We also need to address the robbing of the public sector of resources in favour of the social sector as the smart Church entrepreneurs also known as Bishopreneurs avoid paying taxes. My state – Ogun State, for instance will probably surpass Lagos on internally generated revenues if the appropriate land use taxes are collected from within the several mega cities belonging to helicopter/jet-flying Pastors and their respective families. Why should I be paying land use charges as tax to the state and my friends who chose to build in the religious preserves are exempt? I even read that one of the Pentecostal franchise owners ordered tax collection officers who came to survey tax collection possibility to be beaten up and there were no repercussions.
I think it is time to begin to “Soro Soke” on the volumes of corruption that go on within the traditional and religious authorities in our social sector. And very importantly, we need to pause to think about how we have come to think about what we think we are thinking on going to heavenly paradise instead of being in paradise here on earth. It is time to open our eyes and see that many Pastors and Reverends are no longer gentlemen and gentlewomen. They are seeking to enjoy their own paradise on earth while they tell us about the mansion waiting for us in heaven within which we will be like stars before the Holy Throne and dancing as we praise worship for eternity.

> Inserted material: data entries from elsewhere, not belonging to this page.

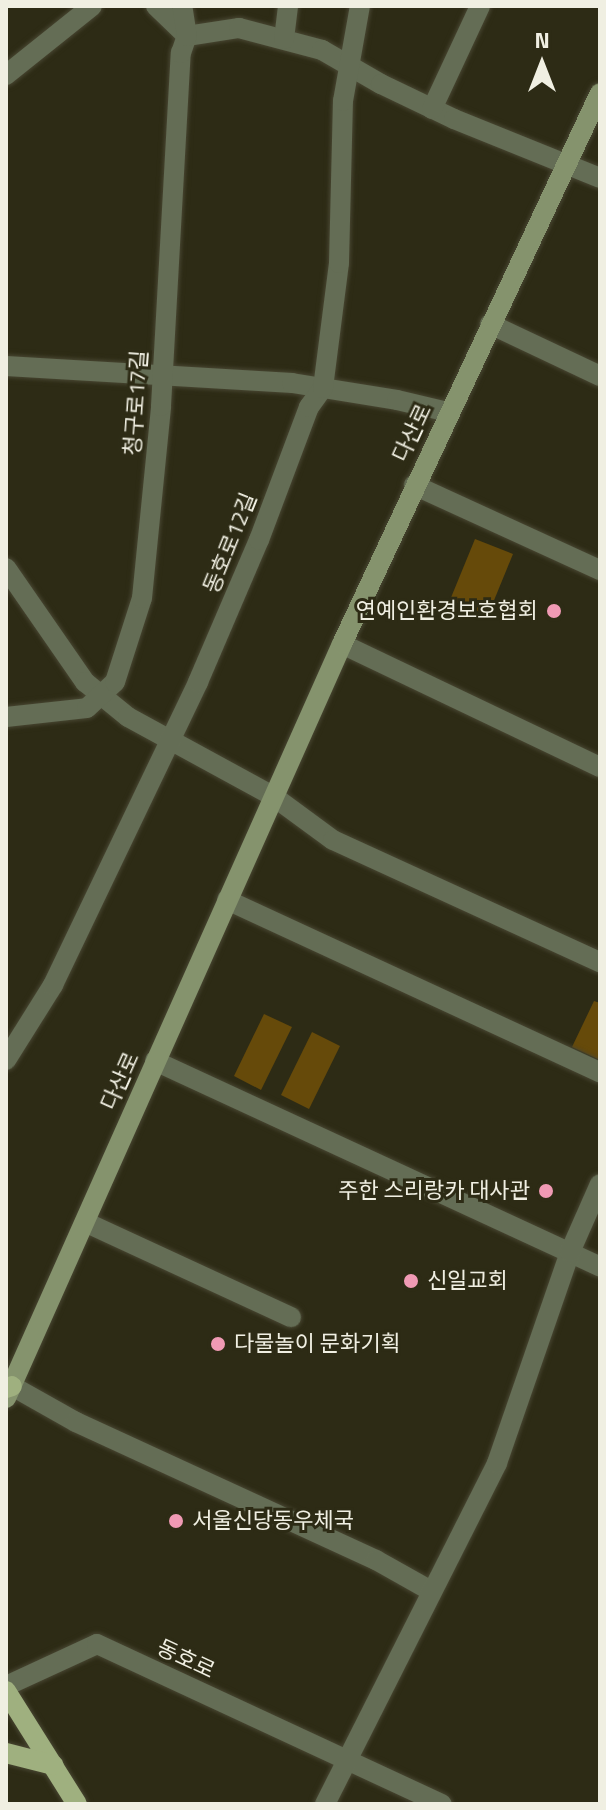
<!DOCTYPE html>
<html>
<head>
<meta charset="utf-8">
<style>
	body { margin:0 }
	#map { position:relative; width:606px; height:1810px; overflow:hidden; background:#2d2b15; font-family:"Titillium Web","Noto Sans KR",sans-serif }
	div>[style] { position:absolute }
	.building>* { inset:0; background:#664a0a }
	.roads { filter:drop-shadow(0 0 2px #484632) drop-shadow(0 0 2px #484632) }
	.street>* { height:20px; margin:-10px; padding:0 10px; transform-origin:10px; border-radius:10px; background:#646d55 }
	.secondary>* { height:20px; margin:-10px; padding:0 10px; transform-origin:10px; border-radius:10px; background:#85936d }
	.primary>* { height:20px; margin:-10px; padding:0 10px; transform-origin:10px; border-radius:10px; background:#9fb07f }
	.dots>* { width:22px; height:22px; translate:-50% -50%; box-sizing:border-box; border:4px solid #2d2b15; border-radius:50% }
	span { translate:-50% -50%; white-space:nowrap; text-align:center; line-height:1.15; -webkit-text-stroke:6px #2d2b15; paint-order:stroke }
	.street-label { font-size:22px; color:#f0efe2 }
	.poi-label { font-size:22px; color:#f0efe2 }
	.right { translate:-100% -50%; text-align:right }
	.left { translate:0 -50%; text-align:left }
	.frame { position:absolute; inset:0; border:8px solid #f0efe2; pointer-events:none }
	.north { position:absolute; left:502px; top:24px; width:80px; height:80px; -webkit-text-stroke:6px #2d2b15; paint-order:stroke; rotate:0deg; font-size:22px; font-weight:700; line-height:32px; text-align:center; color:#f0efe2 }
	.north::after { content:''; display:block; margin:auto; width:28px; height:36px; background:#f0efe2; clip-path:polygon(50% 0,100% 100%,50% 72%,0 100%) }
</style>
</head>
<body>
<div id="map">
	<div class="building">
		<div style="clip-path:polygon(475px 539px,513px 554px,488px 615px,450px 600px)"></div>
		<div style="clip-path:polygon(594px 1001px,600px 1003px,600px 1060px,572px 1047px)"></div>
		<div style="clip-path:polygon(264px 1014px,292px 1027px,261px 1090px,234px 1076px)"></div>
		<div style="clip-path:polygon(312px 1032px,340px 1046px,309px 1109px,281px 1095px)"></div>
	</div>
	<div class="roads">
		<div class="street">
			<div style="left:156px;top:6px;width:43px;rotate:44.1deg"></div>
			<div style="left:187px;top:36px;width:53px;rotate:-8.7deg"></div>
			<div style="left:239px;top:28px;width:86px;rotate:14.8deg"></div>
			<div style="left:322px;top:50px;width:68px;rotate:30deg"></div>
			<div style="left:381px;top:84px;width:81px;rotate:25.6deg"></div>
			<div style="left:454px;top:119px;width:157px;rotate:22deg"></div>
			<div style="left:284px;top:39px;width:33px;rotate:-83deg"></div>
			<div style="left:6px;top:75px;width:110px;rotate:-38.7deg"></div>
			<div style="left:432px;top:109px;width:114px;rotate:-65deg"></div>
			<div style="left:490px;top:324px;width:122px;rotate:25.3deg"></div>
			<div style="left:6px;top:366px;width:287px;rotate:3.4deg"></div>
			<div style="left:292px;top:383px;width:106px;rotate:9.2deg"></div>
			<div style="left:397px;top:400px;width:52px;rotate:13.2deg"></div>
			<div style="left:414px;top:485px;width:205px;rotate:24.6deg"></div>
			<div style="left:6px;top:568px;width:139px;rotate:55.3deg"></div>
			<div style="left:85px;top:682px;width:55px;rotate:39.1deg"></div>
			<div style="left:128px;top:717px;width:165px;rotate:28.6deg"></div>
			<div style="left:273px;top:796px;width:74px;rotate:36.3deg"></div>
			<div style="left:333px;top:840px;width:294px;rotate:24.6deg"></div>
			<div style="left:342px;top:644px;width:286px;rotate:25.5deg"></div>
			<div style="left:6px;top:717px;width:81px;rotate:-6.3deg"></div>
			<div style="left:87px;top:708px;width:38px;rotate:-43deg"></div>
			<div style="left:115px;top:682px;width:88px;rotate:-72.2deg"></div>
			<div style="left:142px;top:598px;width:193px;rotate:-84.3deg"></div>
			<div style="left:161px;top:406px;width:354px;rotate:-86.8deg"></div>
			<div style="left:181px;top:53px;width:18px;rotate:-71deg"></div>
			<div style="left:187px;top:36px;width:30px;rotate:-99deg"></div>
			<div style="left:227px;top:900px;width:411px;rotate:24.8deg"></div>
			<div style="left:6px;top:1060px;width:89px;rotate:-57.9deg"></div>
			<div style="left:53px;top:985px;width:336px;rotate:-64.4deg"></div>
			<div style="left:198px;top:682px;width:155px;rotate:-66.8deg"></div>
			<div style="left:259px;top:540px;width:142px;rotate:-69.4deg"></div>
			<div style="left:309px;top:407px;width:24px;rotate:-54deg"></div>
			<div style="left:323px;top:388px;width:126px;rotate:-82.7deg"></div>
			<div style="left:339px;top:263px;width:162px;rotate:-88.6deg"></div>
			<div style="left:343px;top:101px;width:97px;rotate:-79.9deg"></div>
			<div style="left:155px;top:1061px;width:490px;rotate:24.8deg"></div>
			<div style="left:85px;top:1222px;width:227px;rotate:24.8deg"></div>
			<div style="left:12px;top:1386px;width:73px;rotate:29.4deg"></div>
			<div style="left:76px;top:1422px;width:330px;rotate:24.7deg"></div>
			<div style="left:376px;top:1560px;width:63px;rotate:29.4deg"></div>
			<div style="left:6px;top:1686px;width:100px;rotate:-24.8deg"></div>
			<div style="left:97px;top:1644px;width:380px;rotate:24.9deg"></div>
			<div style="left:325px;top:1804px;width:382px;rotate:-63.2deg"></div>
			<div style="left:497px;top:1463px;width:223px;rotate:-70.9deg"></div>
			<div style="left:570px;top:1252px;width:74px;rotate:-66.2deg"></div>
		</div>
		<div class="secondary">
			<div style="left:6px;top:1398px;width:825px;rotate:-65.98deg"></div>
			<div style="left:342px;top:644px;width:608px;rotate:-64.91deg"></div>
		</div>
		<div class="primary">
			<div style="left:6px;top:1388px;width:6px;rotate:-18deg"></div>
			<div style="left:6px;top:1691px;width:133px;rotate:57.9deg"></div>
			<div style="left:6px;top:1753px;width:49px;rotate:14.3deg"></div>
		</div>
	</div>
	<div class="dots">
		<div style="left:554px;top:611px;background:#f09ab4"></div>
		<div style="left:546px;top:1191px;background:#f09ab4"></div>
		<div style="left:411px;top:1281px;background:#f09ab4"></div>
		<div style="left:218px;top:1344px;background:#f09ab4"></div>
		<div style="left:176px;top:1521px;background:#f09ab4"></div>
	</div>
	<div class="street-label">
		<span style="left:136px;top:403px;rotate:-86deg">청구로17길</span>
		<span style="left:412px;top:433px;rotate:-65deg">다산로</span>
		<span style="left:230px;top:543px;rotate:-68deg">동호로12길</span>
		<span style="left:120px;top:1081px;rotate:-66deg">다산로</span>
		<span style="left:186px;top:1659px;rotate:25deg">동호로</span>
	</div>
	<div class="poi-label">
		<span class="right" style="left:538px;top:611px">연예인환경보호협회</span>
		<span class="right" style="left:530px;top:1191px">주한 스리랑카 대사관</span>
		<span class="left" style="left:427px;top:1281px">신일교회</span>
		<span class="left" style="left:234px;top:1344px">다물놀이 문화기획</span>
		<span class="left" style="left:192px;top:1521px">서울신당동우체국</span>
	</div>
	<div class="frame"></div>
	<div class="north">N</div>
</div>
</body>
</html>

As at today, humans are unable to rule from the grave. Nonetheless, I put my children and grandchildren on notice that when it is my turn, they should be smart enough and not allow themselves to be held to ransom by anyone pretending to be able to facilitate my entry into heaven. “Deadi body no dey smoki”. They should get any family member who is a Pastor (for their own sake), because I could no longer care, to lead the Nunc Dimittis. Or better still, invite any of the friends I grew up with to say a few committal words, (again to please themselves), and lower my casket if my body is available for burial at death.
*Babafemi A. Badejo, author of a best-seller on politics in Kenya, was a former Deputy Special Representative of the UN Secretary-General for Somalia, and currently a Legal Practitioner and Professor of Political Science/International Relations, Chrisland University, Abeokuta. Nigeria.